A recent book by architectural writer Ruth Slavid,
Ice Station: The Creation of Halley VI - Britain's Pioneering Antarctic Research Station, highlights the features of this habitat in a very inhospitable area of our globe. The Amazon book summary states:
For more than fifty years, Halley Research Station—located on the Brunt
Ice Shelf in Antarctica’s Weddell Sea—has collected a continuous stream
of meteorological and atmospheric data critical to our understanding of
polar atmospheric chemistry, rising sea levels, and the depletion of the
ozone layer. Since the station’s establishment in 1956, there have
been six Halley stations, each designed to withstand the difficult
climatic conditions. The first four stations were crushed by snow. The
fifth featured a steel platform, allowing it to rise above snow cover,
but it, too, had to be abandoned when it moved too far from the
mainland, making its habitation precarious.
Ms. Slavid wrote about this station in July 2010 in The Architectural Review, pointing out the harsh living conditions:
Temperatures regularly plummet to below -50˚C, winds can reach over 100mph and nearly a third of the year is spent in total darkness. Each year the ice shelf moves 700m and over a metre of snowfall accumulates on its surface, gradually entombing and crushing built structures.

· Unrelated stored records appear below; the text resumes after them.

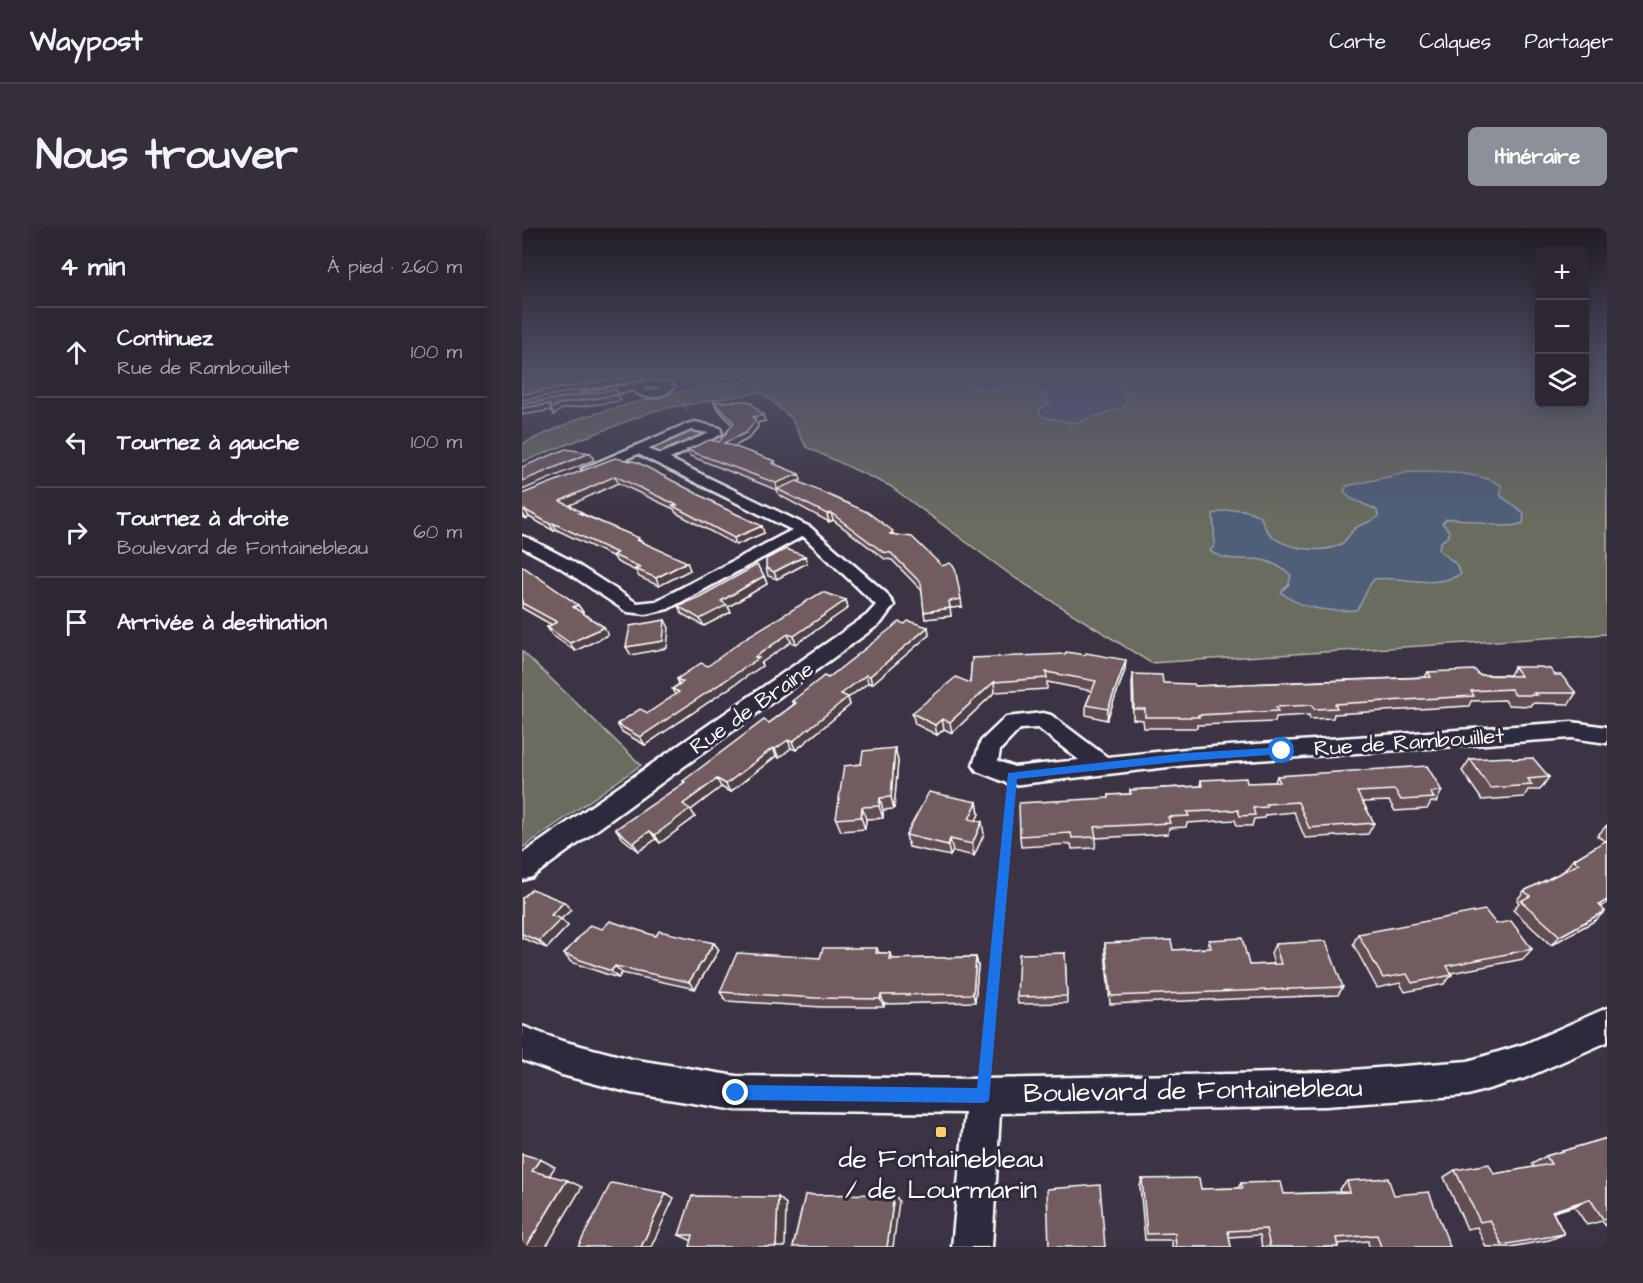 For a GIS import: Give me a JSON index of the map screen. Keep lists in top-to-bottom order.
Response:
{
  "streets": {
    "street": ["Rue de Braine", "Rue de Rambouillet", "Boulevard de Fontainebleau"]
  },
  "places": {
    "transit": ["de Fontainebleau / de Lourmarin"]
  },
  "page": {
    "header": "Waypost",
    "nav": ["Carte", "Calques", "Partager"],
    "title": "Nous trouver",
    "buttons": "Itinéraire",
    "heading": ["4 min", "À pied · 260 m"],
    "map_buttons": ["+", "−"],
    "list": [
      ["Continuez", "Rue de Rambouillet", "100 m"],
      ["Tournez à gauche", "100 m"],
      ["Tournez à droite", "Boulevard de Fontainebleau", "60 m"],
      "Arrivée à destination"
    ]
  }
} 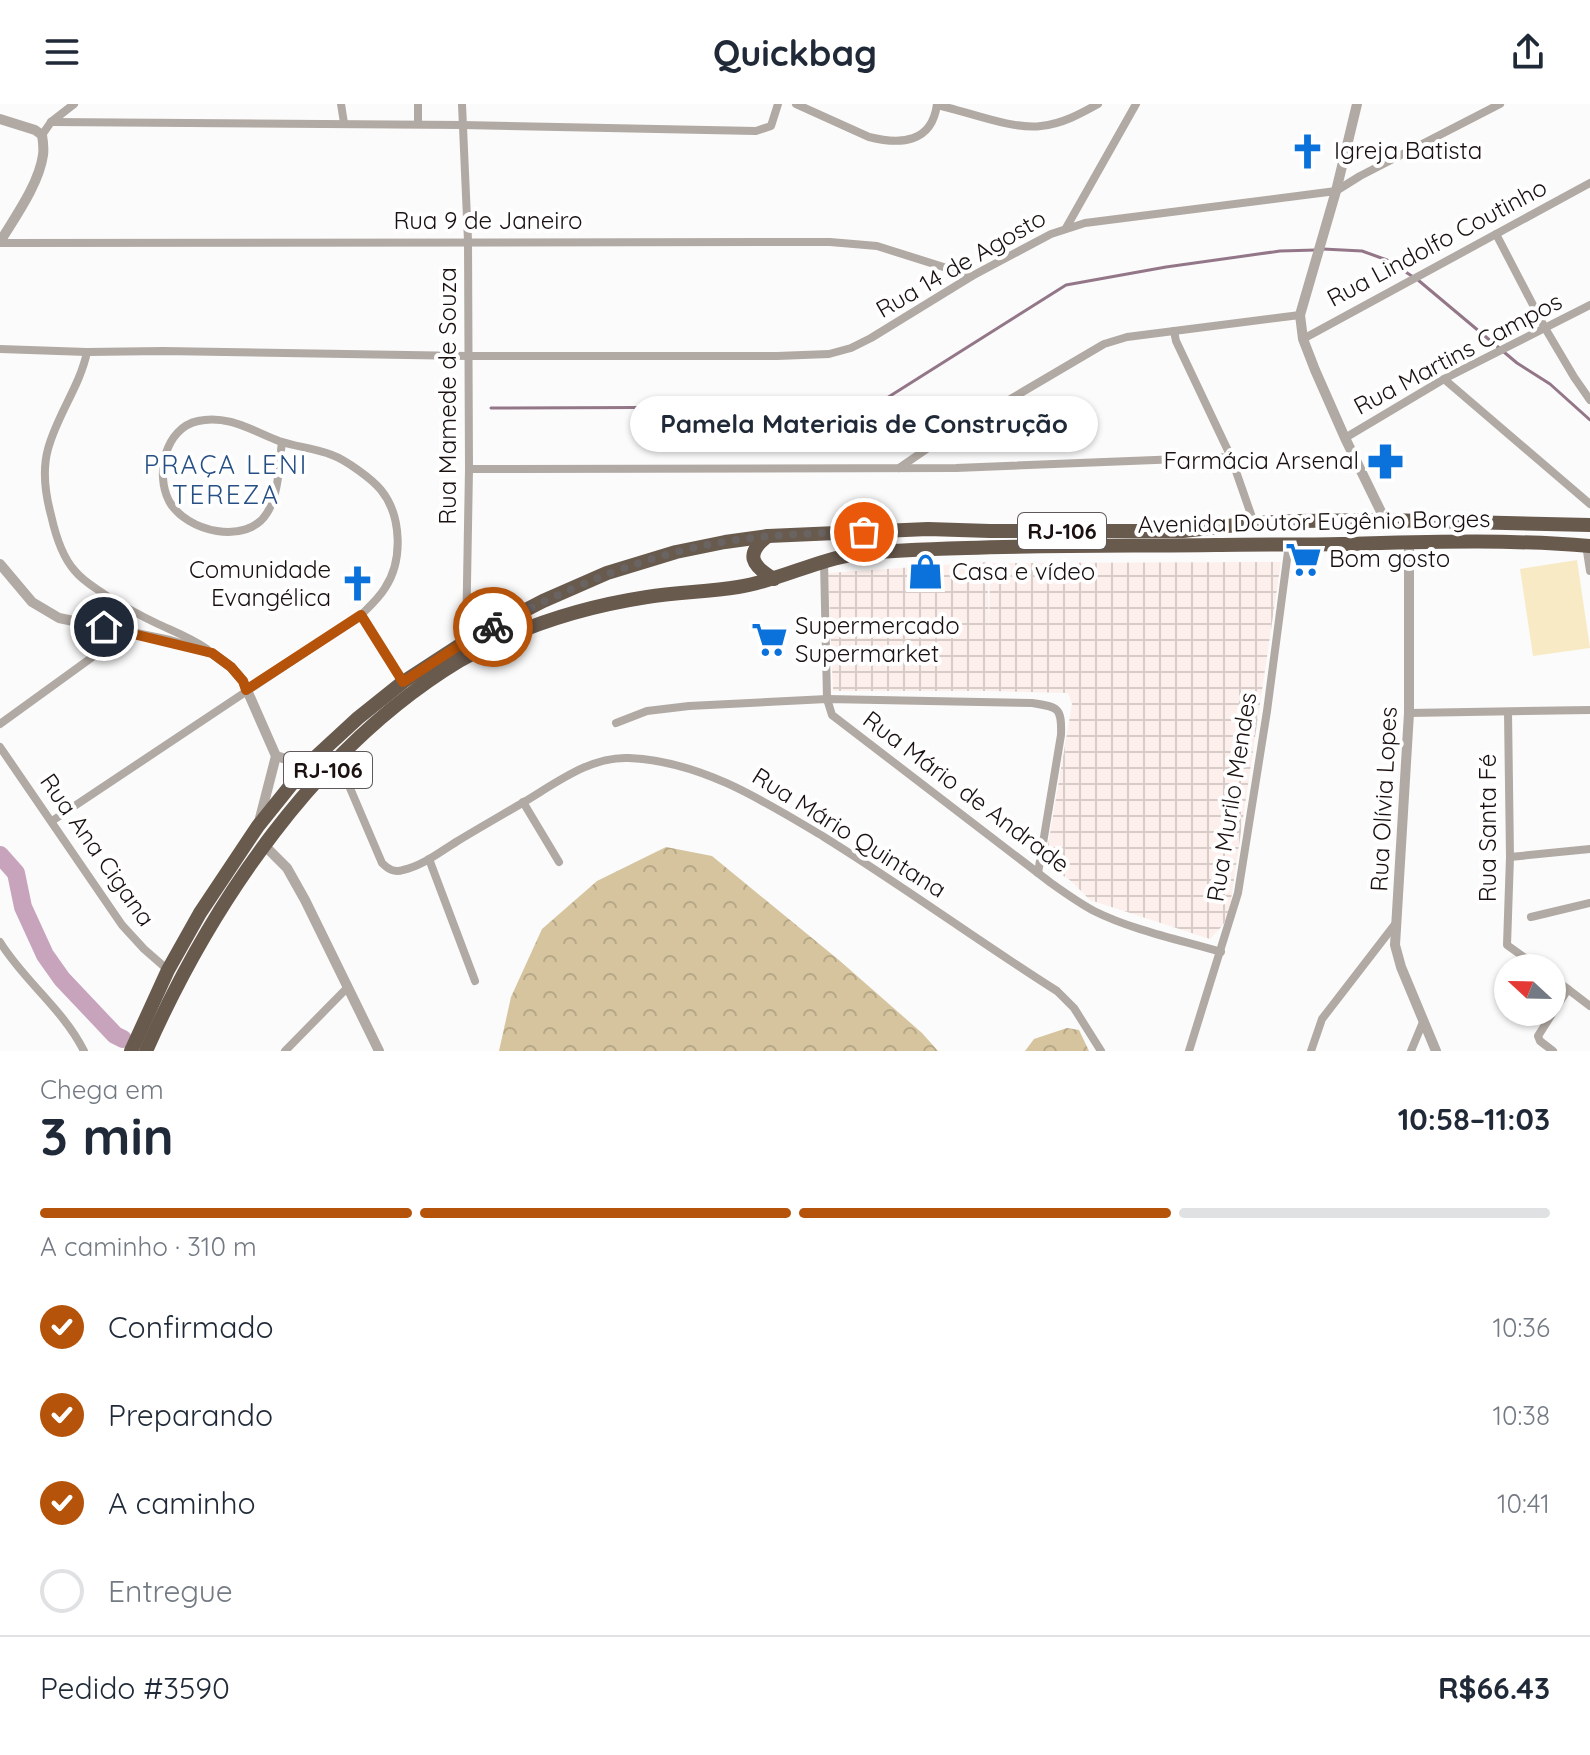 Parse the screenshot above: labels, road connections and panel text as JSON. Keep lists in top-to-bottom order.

Halley VI was completed in 2012 and will hopefully stand for many more years. But does it offer a model for the cold surface of Mars? I would imagine it's lessons are more about isolation than construction. For instance, radiation exposure, as well as the absence of water and breathable air, would the bigger concern on Mars. That said, the ice station shows humans are very adaptable to new locations and challenges. Something we will certainly need for Mars.